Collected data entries
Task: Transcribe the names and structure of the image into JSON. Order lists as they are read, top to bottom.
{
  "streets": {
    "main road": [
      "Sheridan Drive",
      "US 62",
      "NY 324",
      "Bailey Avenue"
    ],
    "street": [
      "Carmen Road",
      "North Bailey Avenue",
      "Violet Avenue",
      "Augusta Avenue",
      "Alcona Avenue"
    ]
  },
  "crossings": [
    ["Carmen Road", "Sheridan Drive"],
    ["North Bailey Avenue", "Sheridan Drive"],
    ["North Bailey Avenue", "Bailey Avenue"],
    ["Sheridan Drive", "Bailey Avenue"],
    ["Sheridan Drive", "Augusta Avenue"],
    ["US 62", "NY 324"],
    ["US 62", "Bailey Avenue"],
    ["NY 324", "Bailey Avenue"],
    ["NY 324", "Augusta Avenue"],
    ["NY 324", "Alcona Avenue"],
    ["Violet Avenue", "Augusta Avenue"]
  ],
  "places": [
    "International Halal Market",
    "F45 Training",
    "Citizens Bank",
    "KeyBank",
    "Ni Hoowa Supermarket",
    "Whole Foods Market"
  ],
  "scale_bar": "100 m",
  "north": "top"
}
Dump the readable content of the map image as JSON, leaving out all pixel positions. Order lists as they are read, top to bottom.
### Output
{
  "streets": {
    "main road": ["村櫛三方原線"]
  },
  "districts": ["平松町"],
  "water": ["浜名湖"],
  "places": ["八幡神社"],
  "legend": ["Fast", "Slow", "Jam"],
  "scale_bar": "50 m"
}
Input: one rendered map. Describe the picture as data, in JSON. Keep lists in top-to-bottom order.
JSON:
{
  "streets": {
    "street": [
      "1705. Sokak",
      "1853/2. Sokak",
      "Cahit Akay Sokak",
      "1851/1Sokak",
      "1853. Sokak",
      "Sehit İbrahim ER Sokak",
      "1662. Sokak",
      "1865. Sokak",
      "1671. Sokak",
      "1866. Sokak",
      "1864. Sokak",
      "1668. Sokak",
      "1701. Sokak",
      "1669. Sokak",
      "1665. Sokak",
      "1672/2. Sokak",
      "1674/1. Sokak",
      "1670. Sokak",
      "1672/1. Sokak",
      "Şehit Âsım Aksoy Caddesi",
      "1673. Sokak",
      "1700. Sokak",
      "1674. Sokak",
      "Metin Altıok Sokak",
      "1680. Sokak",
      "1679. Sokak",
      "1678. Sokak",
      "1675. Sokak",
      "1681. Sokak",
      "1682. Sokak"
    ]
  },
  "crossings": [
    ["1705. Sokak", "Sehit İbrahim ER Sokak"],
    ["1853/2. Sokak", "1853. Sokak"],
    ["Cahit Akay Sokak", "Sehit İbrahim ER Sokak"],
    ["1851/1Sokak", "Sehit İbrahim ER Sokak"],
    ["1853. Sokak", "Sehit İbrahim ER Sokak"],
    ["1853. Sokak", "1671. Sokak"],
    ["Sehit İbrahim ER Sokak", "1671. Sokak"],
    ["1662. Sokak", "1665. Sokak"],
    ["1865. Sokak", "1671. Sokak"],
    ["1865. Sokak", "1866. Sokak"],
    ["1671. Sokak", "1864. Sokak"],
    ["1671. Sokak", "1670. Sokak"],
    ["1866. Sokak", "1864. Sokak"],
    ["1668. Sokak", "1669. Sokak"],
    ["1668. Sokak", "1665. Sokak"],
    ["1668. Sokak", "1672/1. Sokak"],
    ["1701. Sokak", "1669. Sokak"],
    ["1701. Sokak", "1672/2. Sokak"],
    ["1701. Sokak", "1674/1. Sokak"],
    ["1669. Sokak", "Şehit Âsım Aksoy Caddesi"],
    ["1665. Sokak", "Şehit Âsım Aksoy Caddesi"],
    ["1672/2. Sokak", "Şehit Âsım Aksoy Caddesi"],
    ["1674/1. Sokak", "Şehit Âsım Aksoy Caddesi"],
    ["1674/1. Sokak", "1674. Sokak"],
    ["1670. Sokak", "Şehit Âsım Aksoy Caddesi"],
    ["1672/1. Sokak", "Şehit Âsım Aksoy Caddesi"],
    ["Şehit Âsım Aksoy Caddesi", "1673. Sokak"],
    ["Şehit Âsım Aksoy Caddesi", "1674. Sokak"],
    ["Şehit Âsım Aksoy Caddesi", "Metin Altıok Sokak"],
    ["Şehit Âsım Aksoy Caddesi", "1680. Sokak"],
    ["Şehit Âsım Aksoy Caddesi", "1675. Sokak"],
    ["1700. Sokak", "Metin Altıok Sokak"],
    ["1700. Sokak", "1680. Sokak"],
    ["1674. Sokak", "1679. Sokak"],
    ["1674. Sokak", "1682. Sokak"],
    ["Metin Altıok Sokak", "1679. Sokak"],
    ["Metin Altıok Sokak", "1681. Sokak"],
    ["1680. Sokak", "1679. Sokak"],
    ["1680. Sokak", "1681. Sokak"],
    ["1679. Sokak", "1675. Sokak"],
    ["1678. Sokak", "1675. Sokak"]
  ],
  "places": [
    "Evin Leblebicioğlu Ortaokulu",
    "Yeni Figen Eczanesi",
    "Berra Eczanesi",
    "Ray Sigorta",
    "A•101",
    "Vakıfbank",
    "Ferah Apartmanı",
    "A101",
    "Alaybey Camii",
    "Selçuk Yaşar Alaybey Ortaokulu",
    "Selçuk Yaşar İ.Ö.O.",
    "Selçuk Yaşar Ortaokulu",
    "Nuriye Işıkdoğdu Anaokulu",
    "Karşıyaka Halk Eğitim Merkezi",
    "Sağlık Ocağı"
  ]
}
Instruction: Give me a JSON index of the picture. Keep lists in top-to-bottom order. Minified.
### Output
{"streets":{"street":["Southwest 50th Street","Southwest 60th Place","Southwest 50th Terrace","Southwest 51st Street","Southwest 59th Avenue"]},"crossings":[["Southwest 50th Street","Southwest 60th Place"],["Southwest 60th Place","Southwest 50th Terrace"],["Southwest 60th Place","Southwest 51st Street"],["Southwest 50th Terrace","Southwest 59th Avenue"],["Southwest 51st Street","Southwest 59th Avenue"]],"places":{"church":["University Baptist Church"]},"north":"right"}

▶ Work request
From the line holding "Instruction: Give me" through the final line of the data above, copy every line exactly as written. Include nothing else.

▶ Written response
Instruction: Give me a JSON index of the picture. Keep lists in top-to-bottom order. Minified.
### Output
{"streets":{"street":["Southwest 50th Street","Southwest 60th Place","Southwest 50th Terrace","Southwest 51st Street","Southwest 59th Avenue"]},"crossings":[["Southwest 50th Street","Southwest 60th Place"],["Southwest 60th Place","Southwest 50th Terrace"],["Southwest 60th Place","Southwest 51st Street"],["Southwest 50th Terrace","Southwest 59th Avenue"],["Southwest 51st Street","Southwest 59th Avenue"]],"places":{"church":["University Baptist Church"]},"north":"right"}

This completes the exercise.